TASK DESCRIPTION: Omit all pictures, then repeat the listing exactly.

INPUT RECORDS:

______

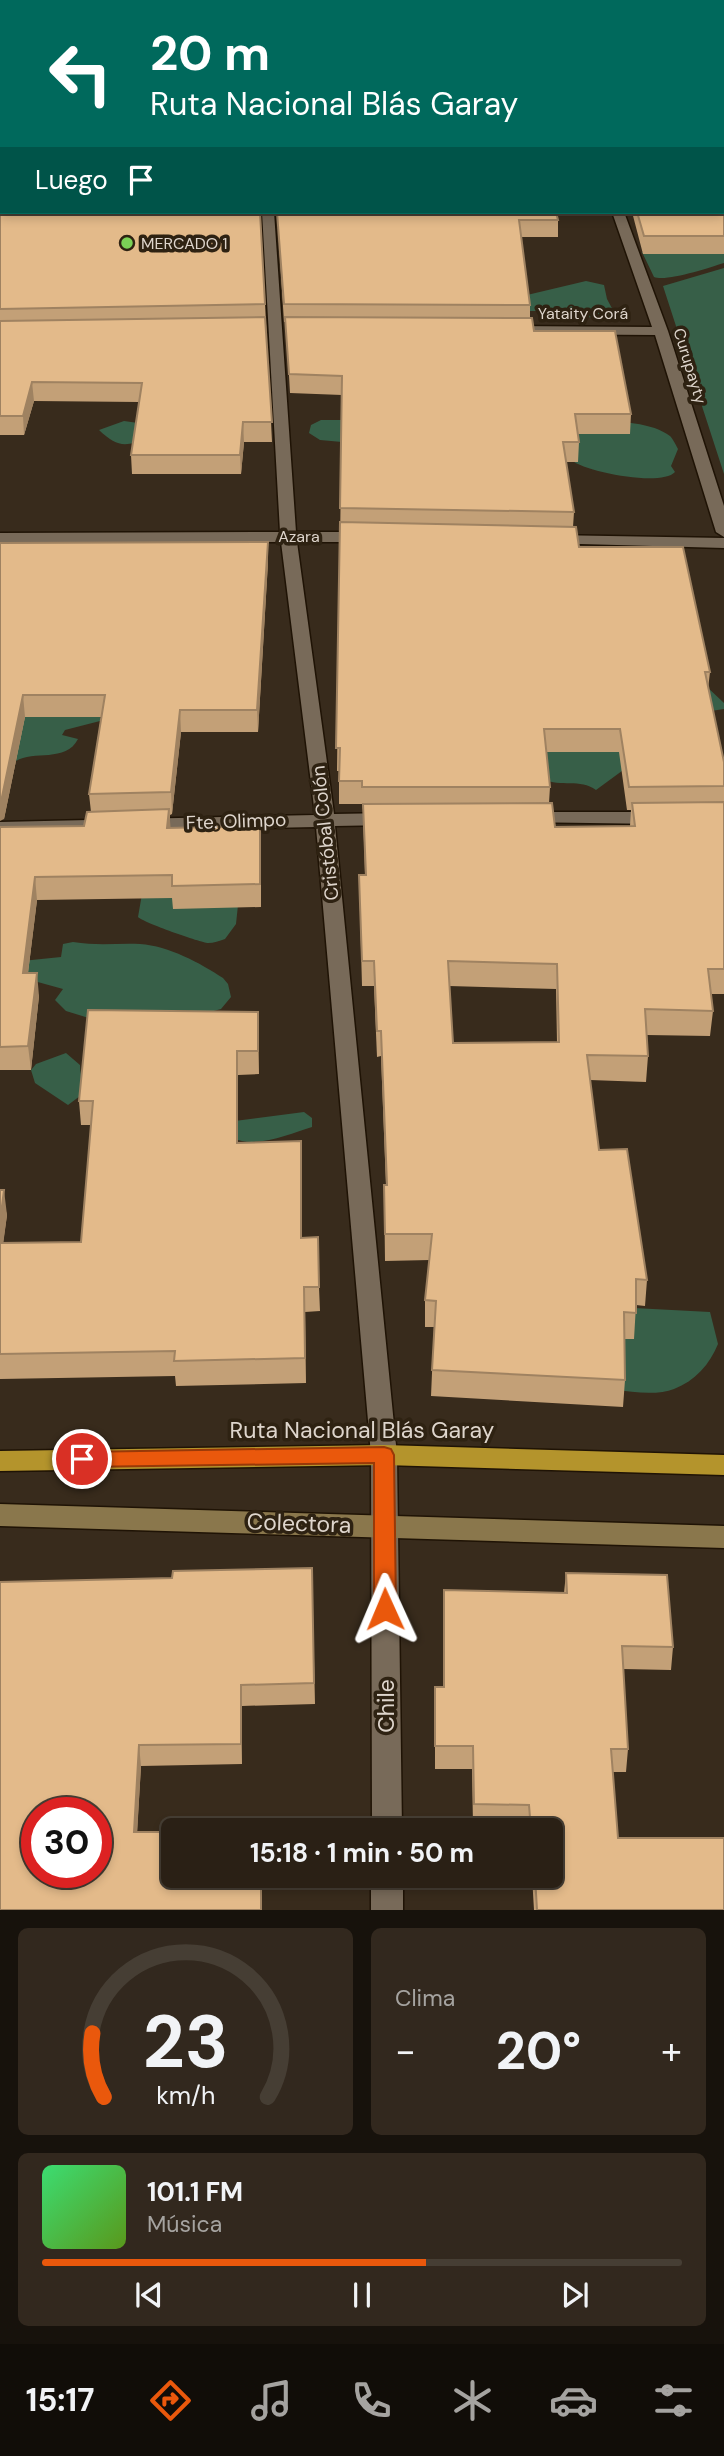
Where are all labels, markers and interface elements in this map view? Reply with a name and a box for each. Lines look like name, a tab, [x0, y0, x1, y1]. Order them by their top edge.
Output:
text: 20 m	[150, 21, 270, 85]
icon: left	[35, 28, 126, 119]
text: Ruta Nacional Blás Garay	[150, 83, 518, 125]
icon: arrive	[122, 161, 160, 199]
text: Luego	[35, 163, 108, 197]
place label: MERCADO 1	[141, 233, 227, 254]
marker: MERCADO 1	[119, 235, 135, 251]
street label: Yataity Corá	[538, 303, 628, 324]
street label: Curupayty	[669, 325, 712, 407]
street label: Azara	[278, 526, 320, 547]
street label: Cristóbal Colón	[305, 764, 345, 902]
street label: Fte. Olimpo	[185, 807, 287, 835]
street label: Ruta Nacional Blás Garay	[230, 1415, 495, 1445]
pin	[52, 1429, 112, 1489]
icon: arrive	[63, 1440, 101, 1478]
street label: Colectora	[246, 1506, 352, 1540]
position arrow	[348, 1572, 422, 1646]
street label: Chile	[371, 1679, 401, 1733]
speed limit sign: 30	[21, 1797, 112, 1888]
text: 15:18 · 1 min · 50 m	[250, 1836, 474, 1870]
text: Clima	[395, 1983, 455, 2013]
text: 23	[143, 1996, 228, 2091]
text: 20°	[496, 2017, 581, 2085]
text: −	[395, 2026, 416, 2076]
text: +	[661, 2026, 682, 2076]
text: km/h	[156, 2079, 215, 2112]
text: 101.1 FM	[147, 2175, 243, 2209]
text: Música	[147, 2209, 222, 2239]
icon: previous	[130, 2276, 168, 2314]
icon: pause	[343, 2276, 381, 2314]
icon: next	[556, 2276, 594, 2314]
icon: directions	[146, 2376, 195, 2425]
icon: music	[247, 2376, 296, 2425]
icon: phone	[347, 2376, 396, 2425]
icon: climate	[448, 2376, 497, 2425]
icon: car	[549, 2376, 598, 2425]
icon: filters	[649, 2376, 698, 2425]
text: 15:17	[26, 2379, 94, 2421]

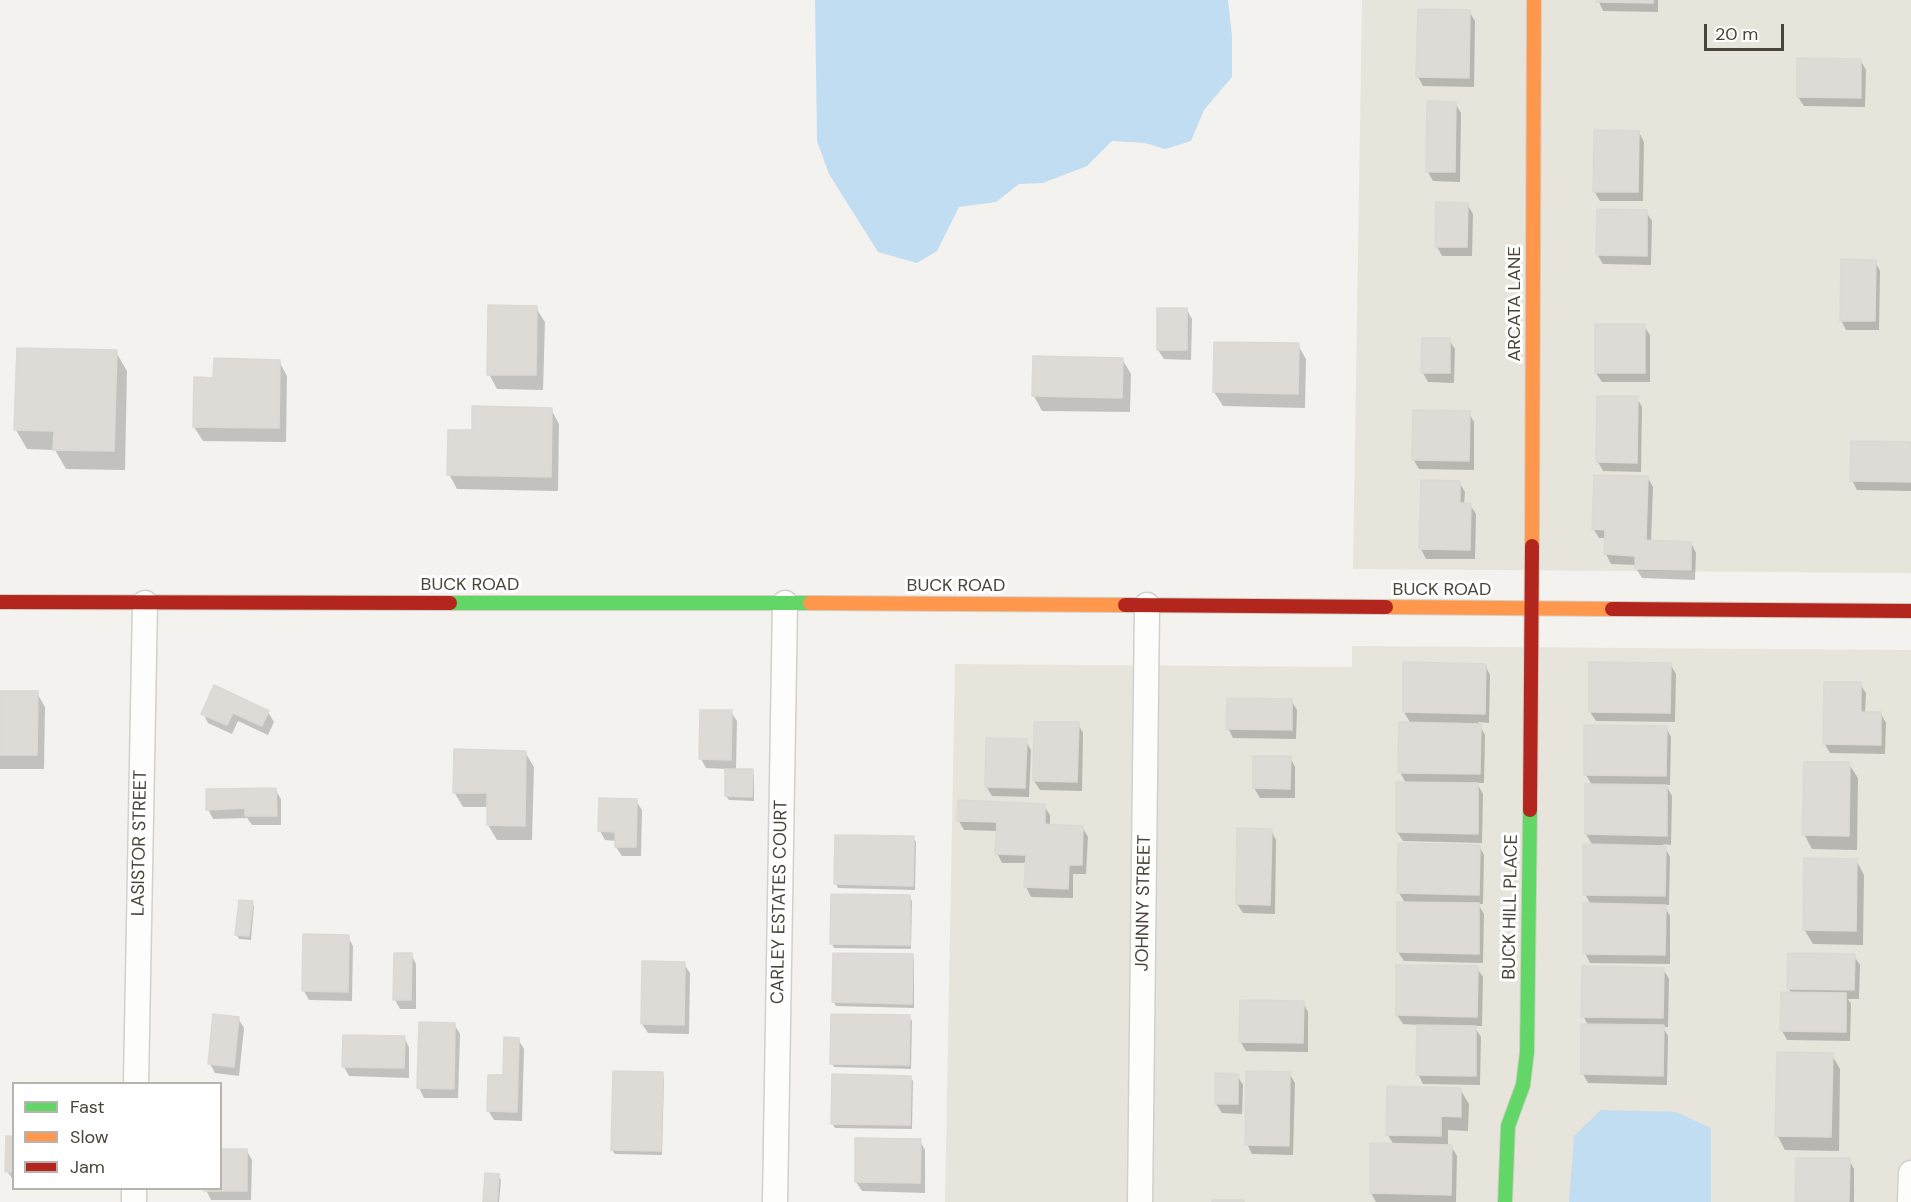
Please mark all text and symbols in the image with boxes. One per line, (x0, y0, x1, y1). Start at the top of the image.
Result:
scale bar (1707, 12, 1786, 50)
text: 20 m (1715, 22, 1758, 46)
street label: ARCATA LANE (1504, 246, 1526, 362)
street label: BUCK ROAD (421, 574, 519, 596)
street label: BUCK ROAD (907, 575, 1005, 597)
street label: BUCK ROAD (1393, 579, 1491, 601)
street label: LASISTOR STREET (128, 770, 152, 916)
street label: CARLEY ESTATES COURT (767, 800, 793, 1004)
street label: JOHNNY STREET (1132, 834, 1156, 972)
street label: BUCK HILL PLACE (1499, 834, 1523, 980)
legend (12, 1082, 222, 1190)
text: Fast (70, 1095, 105, 1119)
text: Slow (70, 1125, 109, 1149)
text: Jam (70, 1155, 105, 1179)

______

RESPONSE FOR THIS EXERCISE:
Where are all labels, markers and interface elements in this map view? Reply with a name and a box for each. Lines look like name, a tab, [x0, y0, x1, y1]. Order them by their top edge.
Output:
text: 20 m	[150, 21, 270, 85]
icon: left	[35, 28, 126, 119]
text: Ruta Nacional Blás Garay	[150, 83, 518, 125]
icon: arrive	[122, 161, 160, 199]
text: Luego	[35, 163, 108, 197]
place label: MERCADO 1	[141, 233, 227, 254]
marker: MERCADO 1	[119, 235, 135, 251]
street label: Yataity Corá	[538, 303, 628, 324]
street label: Curupayty	[669, 325, 712, 407]
street label: Azara	[278, 526, 320, 547]
street label: Cristóbal Colón	[305, 764, 345, 902]
street label: Fte. Olimpo	[185, 807, 287, 835]
street label: Ruta Nacional Blás Garay	[230, 1415, 495, 1445]
pin	[52, 1429, 112, 1489]
icon: arrive	[63, 1440, 101, 1478]
street label: Colectora	[246, 1506, 352, 1540]
position arrow	[348, 1572, 422, 1646]
street label: Chile	[371, 1679, 401, 1733]
speed limit sign: 30	[21, 1797, 112, 1888]
text: 15:18 · 1 min · 50 m	[250, 1836, 474, 1870]
text: Clima	[395, 1983, 455, 2013]
text: 23	[143, 1996, 228, 2091]
text: 20°	[496, 2017, 581, 2085]
text: −	[395, 2026, 416, 2076]
text: +	[661, 2026, 682, 2076]
text: km/h	[156, 2079, 215, 2112]
text: 101.1 FM	[147, 2175, 243, 2209]
text: Música	[147, 2209, 222, 2239]
icon: previous	[130, 2276, 168, 2314]
icon: pause	[343, 2276, 381, 2314]
icon: next	[556, 2276, 594, 2314]
icon: directions	[146, 2376, 195, 2425]
icon: music	[247, 2376, 296, 2425]
icon: phone	[347, 2376, 396, 2425]
icon: climate	[448, 2376, 497, 2425]
icon: car	[549, 2376, 598, 2425]
icon: filters	[649, 2376, 698, 2425]
text: 15:17	[26, 2379, 94, 2421]

Please mark all text and symbols in the image with boxes. One per line, (x0, y0, x1, y1). Start at the top of the image.
Result:
scale bar (1707, 12, 1786, 50)
text: 20 m (1715, 22, 1758, 46)
street label: ARCATA LANE (1504, 246, 1526, 362)
street label: BUCK ROAD (421, 574, 519, 596)
street label: BUCK ROAD (907, 575, 1005, 597)
street label: BUCK ROAD (1393, 579, 1491, 601)
street label: LASISTOR STREET (128, 770, 152, 916)
street label: CARLEY ESTATES COURT (767, 800, 793, 1004)
street label: JOHNNY STREET (1132, 834, 1156, 972)
street label: BUCK HILL PLACE (1499, 834, 1523, 980)
legend (12, 1082, 222, 1190)
text: Fast (70, 1095, 105, 1119)
text: Slow (70, 1125, 109, 1149)
text: Jam (70, 1155, 105, 1179)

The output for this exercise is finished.